There is need also to disaggregate the increase in the rate of inflation in the CPI from July 2018, when it stood at 5.8 percent, to 9.4 percent by March 2019. The increase in food prices has been greater, from 3.5 to 8.4 percent as compared to the increase in non-food prices, from 7.4 percent to 10.1 percent. Consequently, over the last nine months, the rise in the rate of inflation has been caused, more or less, equally by food and non-food prices.
However, the rate of inflation in food prices is still somewhat lower at 8.4 percent then the rise in the overall CPI of 9.4 percent. Given that the share of expenditure on food is higher in the case of the lower income groups it is likely that their cost of living has gone up less than in the case of households with relatively higher levels of income.

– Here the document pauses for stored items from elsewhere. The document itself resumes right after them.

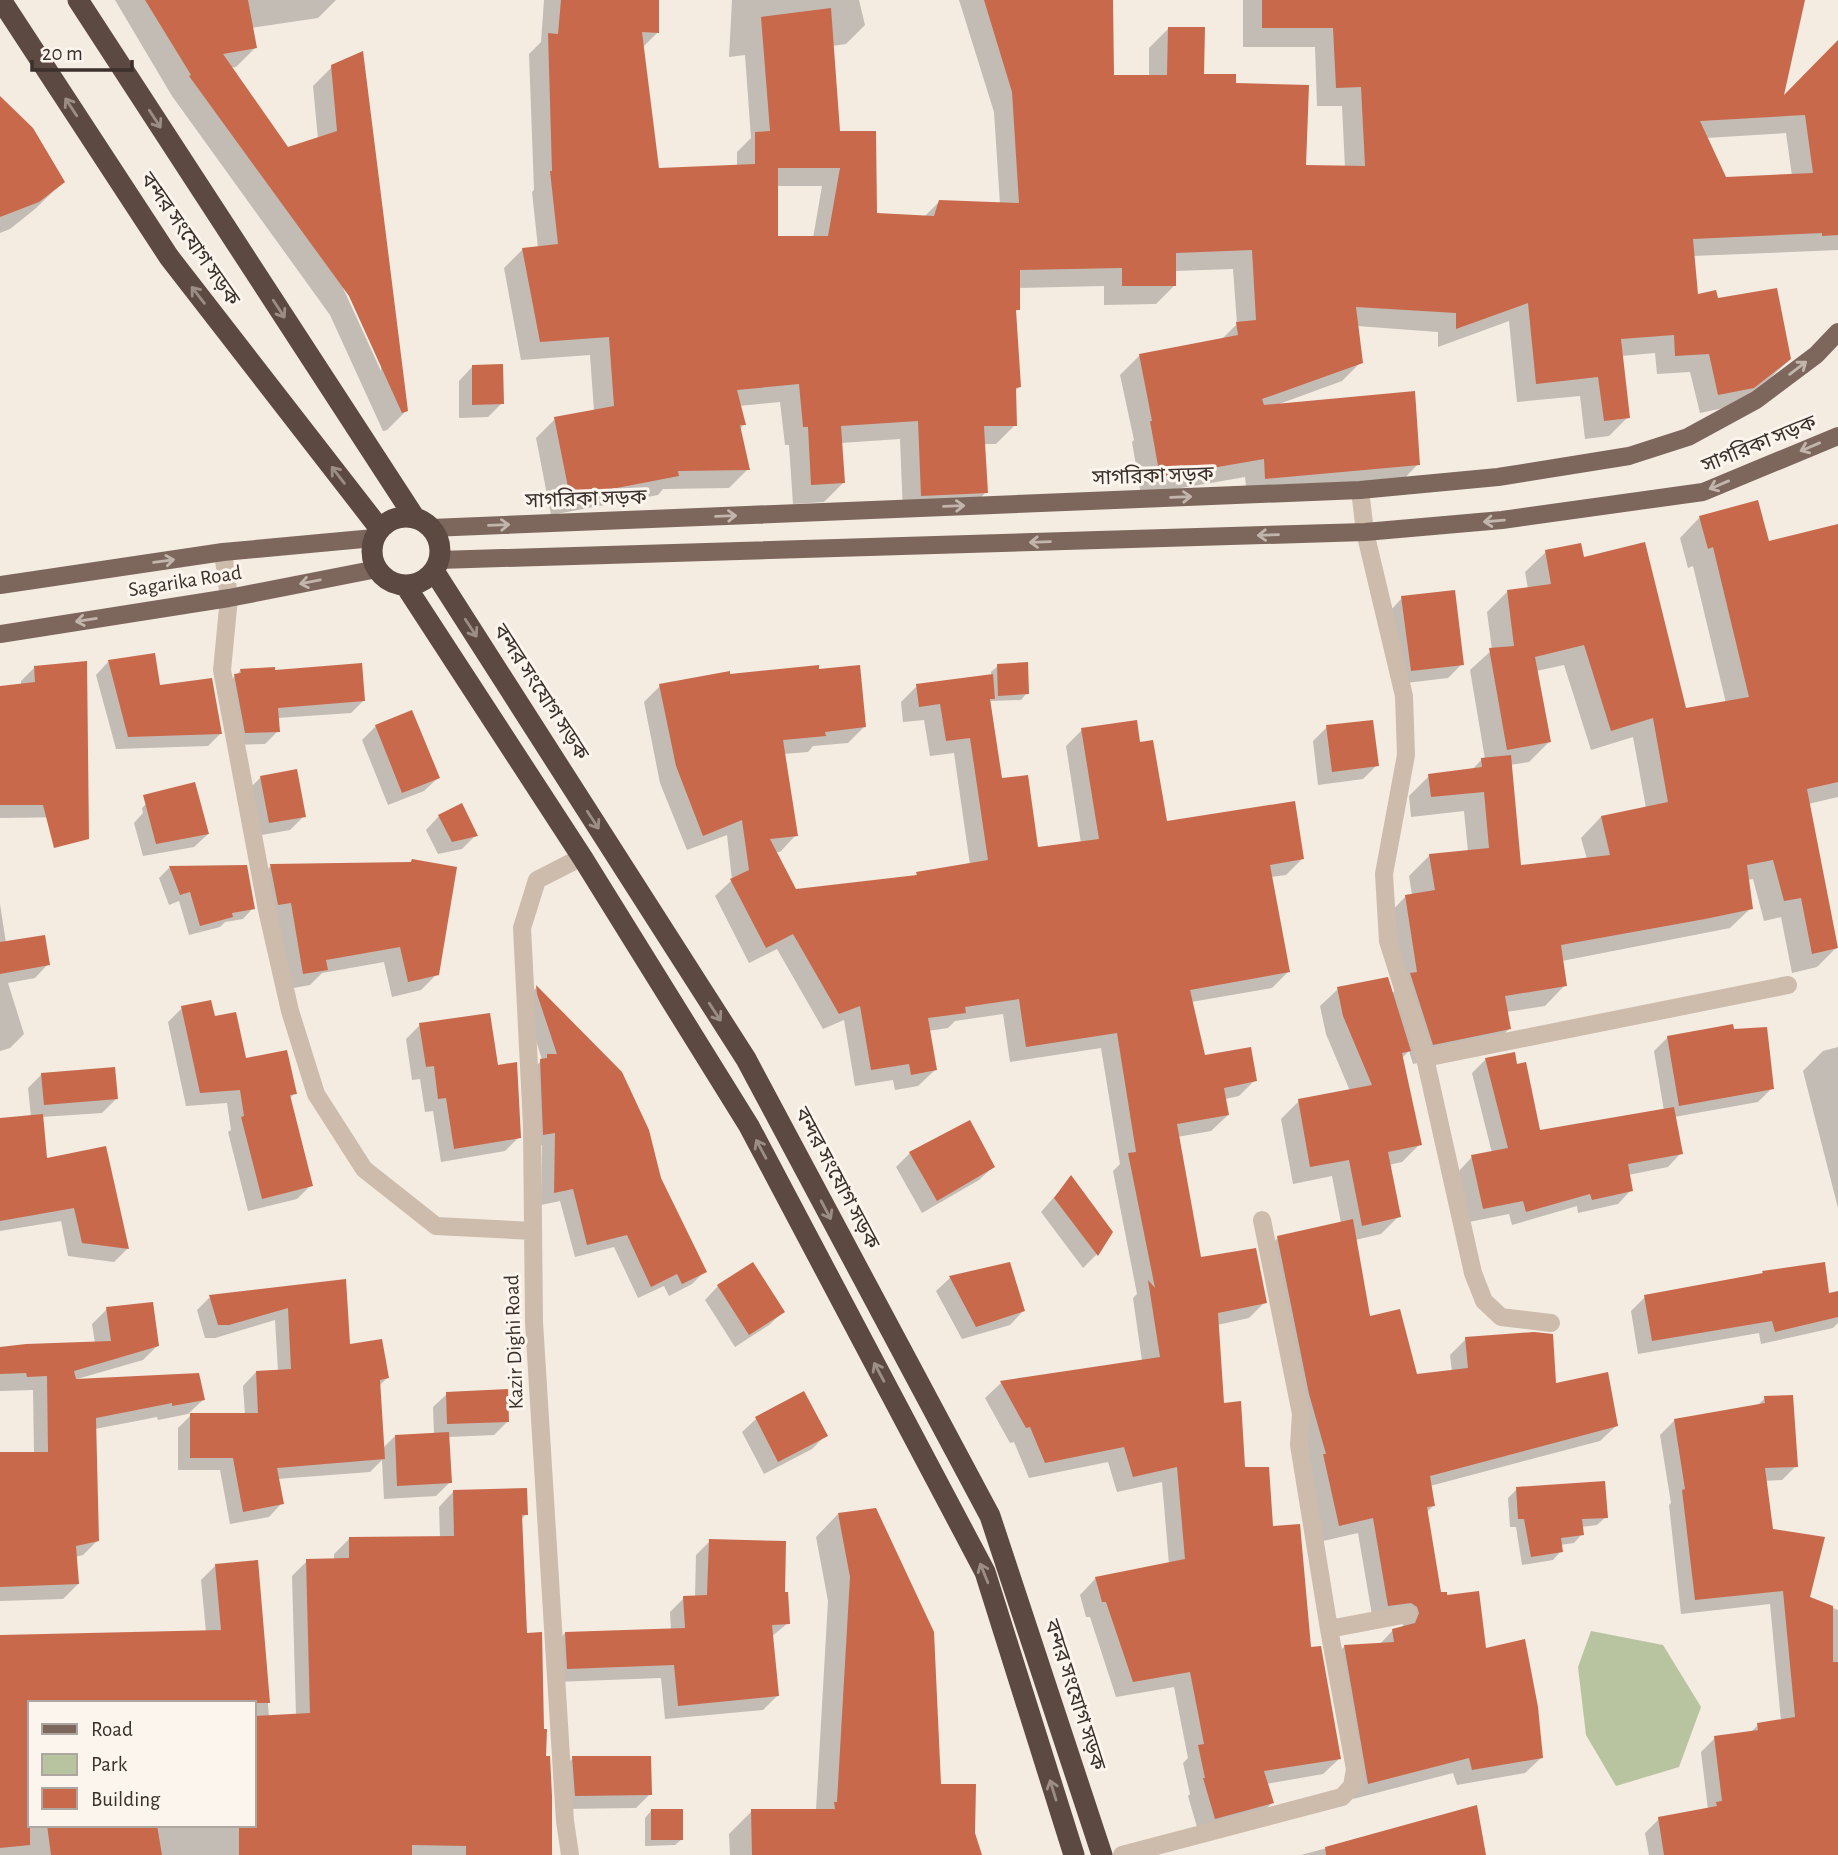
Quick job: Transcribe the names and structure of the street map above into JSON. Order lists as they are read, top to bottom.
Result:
{
  "streets": {
    "highway": ["বন্দর সংযোগ সড়ক"],
    "main road": ["সাগরিকা সড়ক", "Sagarika Road"],
    "street": ["Kazir Dighi Road"]
  },
  "crossings": [
    ["বন্দর সংযোগ সড়ক", "সাগরিকা সড়ক"],
    ["বন্দর সংযোগ সড়ক", "Sagarika Road"],
    ["সাগরিকা সড়ক", "Sagarika Road"]
  ],
  "legend": ["Road", "Park", "Building"],
  "scale_bar": "20 m"
}
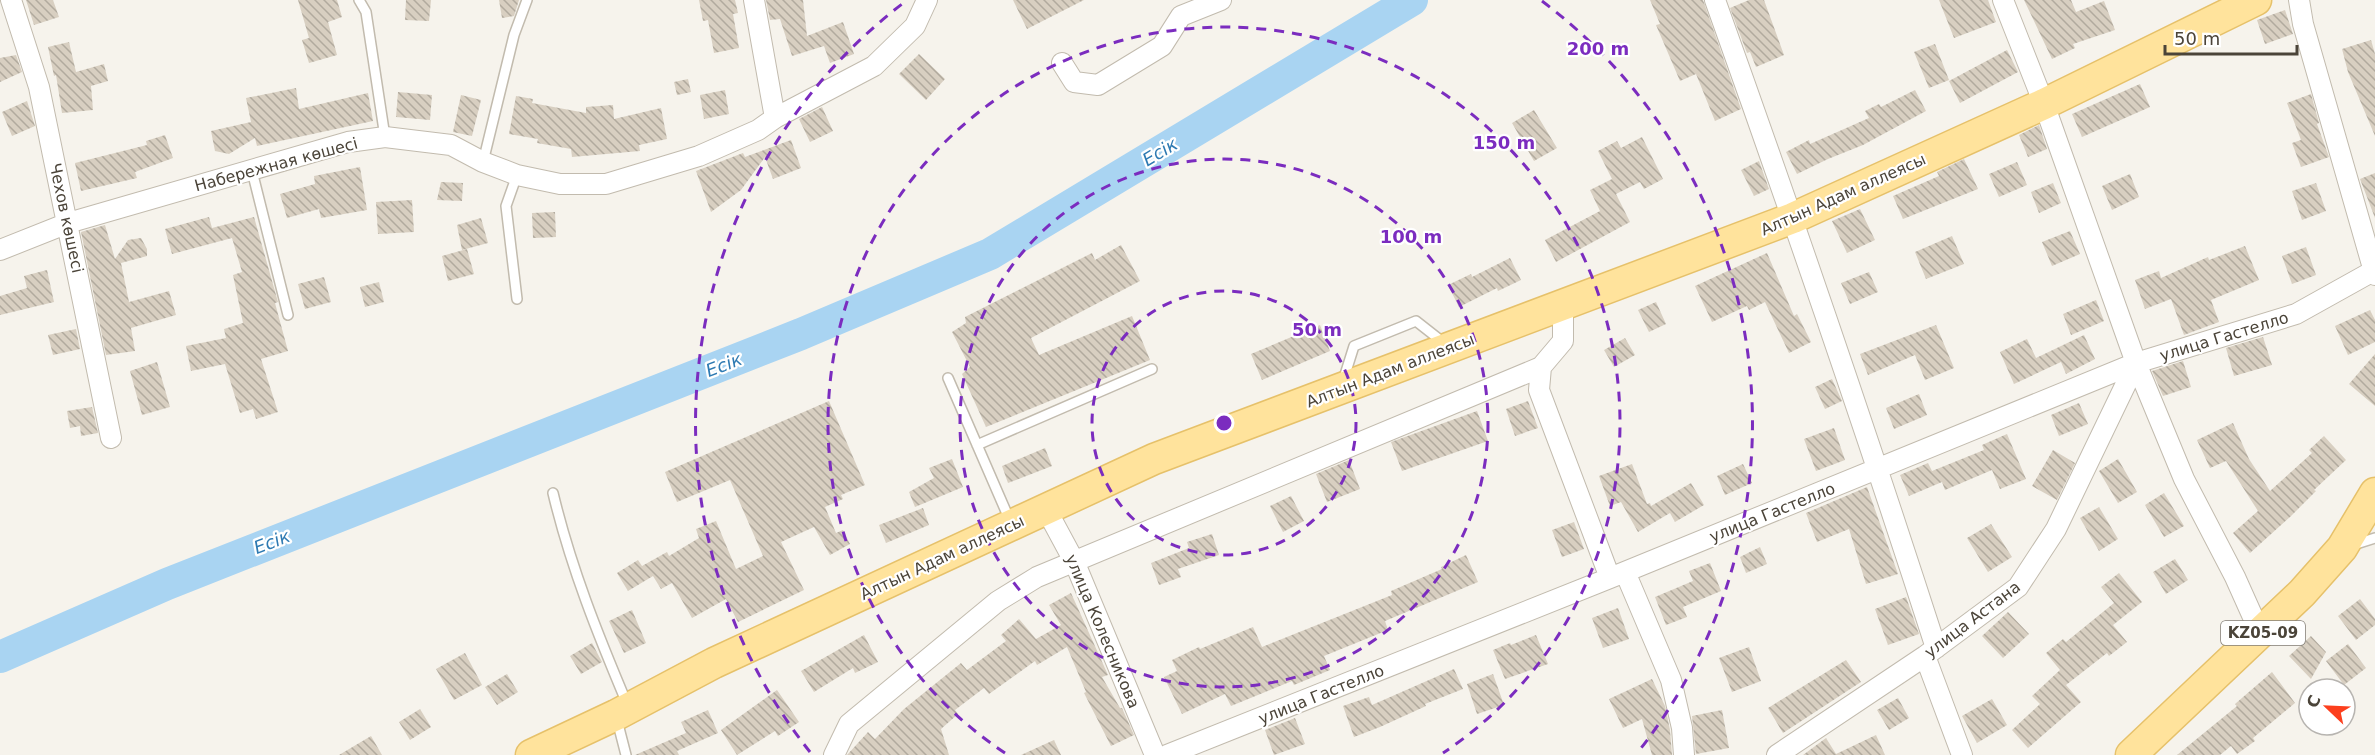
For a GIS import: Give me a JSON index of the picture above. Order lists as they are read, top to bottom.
{
  "streets": {
    "main road": ["Алтын Адам аллеясы", "KZ05-09"],
    "street": [
      "Набережная көшесі",
      "Чехов көшесі",
      "улица Гастелло",
      "улица Астана",
      "улица Колесникова"
    ]
  },
  "crossings": [
    ["Набережная көшесі", "Чехов көшесі"],
    ["Алтын Адам аллеясы", "улица Колесникова"],
    ["улица Гастелло", "улица Астана"]
  ],
  "water": ["Есік"],
  "scale_bar": "50 m",
  "north": "top left",
  "rings": [
    "200 m",
    "150 m",
    "100 m",
    "50 m"
  ]
}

The SBP produces a monthly publication called the Inflation Monitor. This is a very useful publication and gives the rate of inflation by income group and in different cities of the country. The latest publication is of February 2019. The reported estimate is that the inflation rate on a year-to-year basis is higher as the income group increases. It is 6 percent in the case of the lowest income group and almost 10 percent for the highest income group, earning more than Rs 35,000 per month.
Further, this publication also highlights the big divergence in the rates of inflation in different cities of the country. Contrary perhaps to perceptions, the inflation rate as of February 2019 is actually lower in the large Metropolitan cities. It is 7.4 percent in Karachi and only 5 percent in Lahore, as compared to the nationwide average of 8.2 percent. In some of the smaller cities like Quetta and Peshawar it is as high as 11.2 percent and 10.2 percent respectively.
The PBS currently gives equal weight to all seventeen cities from which price data is collected on a monthly basis for construction of the CPI. If, however, higher weights are given to the larger cities in line with the population then it appears that the rate of inflation is significantly lower than that estimated currently by the PBS.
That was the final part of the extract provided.